EXERCISE BRIEF
Would you set down all of the entries below exactly as they stand?

GIVEN DATA
- - -
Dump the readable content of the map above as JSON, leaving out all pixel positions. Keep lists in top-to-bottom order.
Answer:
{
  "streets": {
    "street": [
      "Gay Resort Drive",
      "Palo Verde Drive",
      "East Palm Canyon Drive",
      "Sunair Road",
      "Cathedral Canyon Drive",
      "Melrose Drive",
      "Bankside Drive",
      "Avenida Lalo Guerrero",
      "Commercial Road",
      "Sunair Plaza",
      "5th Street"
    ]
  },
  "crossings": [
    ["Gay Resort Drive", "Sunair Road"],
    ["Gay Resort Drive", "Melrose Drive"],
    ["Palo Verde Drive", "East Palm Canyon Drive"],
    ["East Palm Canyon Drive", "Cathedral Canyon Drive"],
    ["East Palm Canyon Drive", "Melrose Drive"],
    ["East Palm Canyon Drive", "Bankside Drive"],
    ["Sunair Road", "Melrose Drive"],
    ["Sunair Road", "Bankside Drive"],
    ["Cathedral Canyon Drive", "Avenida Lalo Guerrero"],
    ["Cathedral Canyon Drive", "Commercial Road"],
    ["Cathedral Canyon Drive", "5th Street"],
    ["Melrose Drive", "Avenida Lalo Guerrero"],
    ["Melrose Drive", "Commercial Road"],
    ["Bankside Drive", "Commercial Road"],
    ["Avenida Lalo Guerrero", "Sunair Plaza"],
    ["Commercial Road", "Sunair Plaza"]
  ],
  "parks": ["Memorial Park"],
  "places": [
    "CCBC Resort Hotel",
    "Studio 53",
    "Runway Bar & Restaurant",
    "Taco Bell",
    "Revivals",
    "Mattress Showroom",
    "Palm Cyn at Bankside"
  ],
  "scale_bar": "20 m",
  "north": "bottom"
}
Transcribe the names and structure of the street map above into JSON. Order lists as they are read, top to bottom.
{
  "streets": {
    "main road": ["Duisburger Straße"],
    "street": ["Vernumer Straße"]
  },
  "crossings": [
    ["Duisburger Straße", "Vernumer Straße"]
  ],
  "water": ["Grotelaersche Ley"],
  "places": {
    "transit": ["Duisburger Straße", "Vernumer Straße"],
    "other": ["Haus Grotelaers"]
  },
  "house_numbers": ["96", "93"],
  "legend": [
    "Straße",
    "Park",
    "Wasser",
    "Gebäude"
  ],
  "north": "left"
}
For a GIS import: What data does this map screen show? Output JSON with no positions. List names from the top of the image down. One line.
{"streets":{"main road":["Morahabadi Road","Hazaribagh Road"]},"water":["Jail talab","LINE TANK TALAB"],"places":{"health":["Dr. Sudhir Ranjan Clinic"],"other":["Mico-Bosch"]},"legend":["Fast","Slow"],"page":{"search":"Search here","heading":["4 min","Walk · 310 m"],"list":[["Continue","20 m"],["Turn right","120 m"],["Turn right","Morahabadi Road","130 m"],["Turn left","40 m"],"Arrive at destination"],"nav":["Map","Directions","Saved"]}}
- - -
TASK OUTPUT
Dump the readable content of the map above as JSON, leaving out all pixel positions. Keep lists in top-to-bottom order.
Answer:
{
  "streets": {
    "street": [
      "Gay Resort Drive",
      "Palo Verde Drive",
      "East Palm Canyon Drive",
      "Sunair Road",
      "Cathedral Canyon Drive",
      "Melrose Drive",
      "Bankside Drive",
      "Avenida Lalo Guerrero",
      "Commercial Road",
      "Sunair Plaza",
      "5th Street"
    ]
  },
  "crossings": [
    ["Gay Resort Drive", "Sunair Road"],
    ["Gay Resort Drive", "Melrose Drive"],
    ["Palo Verde Drive", "East Palm Canyon Drive"],
    ["East Palm Canyon Drive", "Cathedral Canyon Drive"],
    ["East Palm Canyon Drive", "Melrose Drive"],
    ["East Palm Canyon Drive", "Bankside Drive"],
    ["Sunair Road", "Melrose Drive"],
    ["Sunair Road", "Bankside Drive"],
    ["Cathedral Canyon Drive", "Avenida Lalo Guerrero"],
    ["Cathedral Canyon Drive", "Commercial Road"],
    ["Cathedral Canyon Drive", "5th Street"],
    ["Melrose Drive", "Avenida Lalo Guerrero"],
    ["Melrose Drive", "Commercial Road"],
    ["Bankside Drive", "Commercial Road"],
    ["Avenida Lalo Guerrero", "Sunair Plaza"],
    ["Commercial Road", "Sunair Plaza"]
  ],
  "parks": ["Memorial Park"],
  "places": [
    "CCBC Resort Hotel",
    "Studio 53",
    "Runway Bar & Restaurant",
    "Taco Bell",
    "Revivals",
    "Mattress Showroom",
    "Palm Cyn at Bankside"
  ],
  "scale_bar": "20 m",
  "north": "bottom"
}
Transcribe the names and structure of the street map above into JSON. Order lists as they are read, top to bottom.
{
  "streets": {
    "main road": ["Duisburger Straße"],
    "street": ["Vernumer Straße"]
  },
  "crossings": [
    ["Duisburger Straße", "Vernumer Straße"]
  ],
  "water": ["Grotelaersche Ley"],
  "places": {
    "transit": ["Duisburger Straße", "Vernumer Straße"],
    "other": ["Haus Grotelaers"]
  },
  "house_numbers": ["96", "93"],
  "legend": [
    "Straße",
    "Park",
    "Wasser",
    "Gebäude"
  ],
  "north": "left"
}
For a GIS import: What data does this map screen show? Output JSON with no positions. List names from the top of the image down. One line.
{"streets":{"main road":["Morahabadi Road","Hazaribagh Road"]},"water":["Jail talab","LINE TANK TALAB"],"places":{"health":["Dr. Sudhir Ranjan Clinic"],"other":["Mico-Bosch"]},"legend":["Fast","Slow"],"page":{"search":"Search here","heading":["4 min","Walk · 310 m"],"list":[["Continue","20 m"],["Turn right","120 m"],["Turn right","Morahabadi Road","130 m"],["Turn left","40 m"],"Arrive at destination"],"nav":["Map","Directions","Saved"]}}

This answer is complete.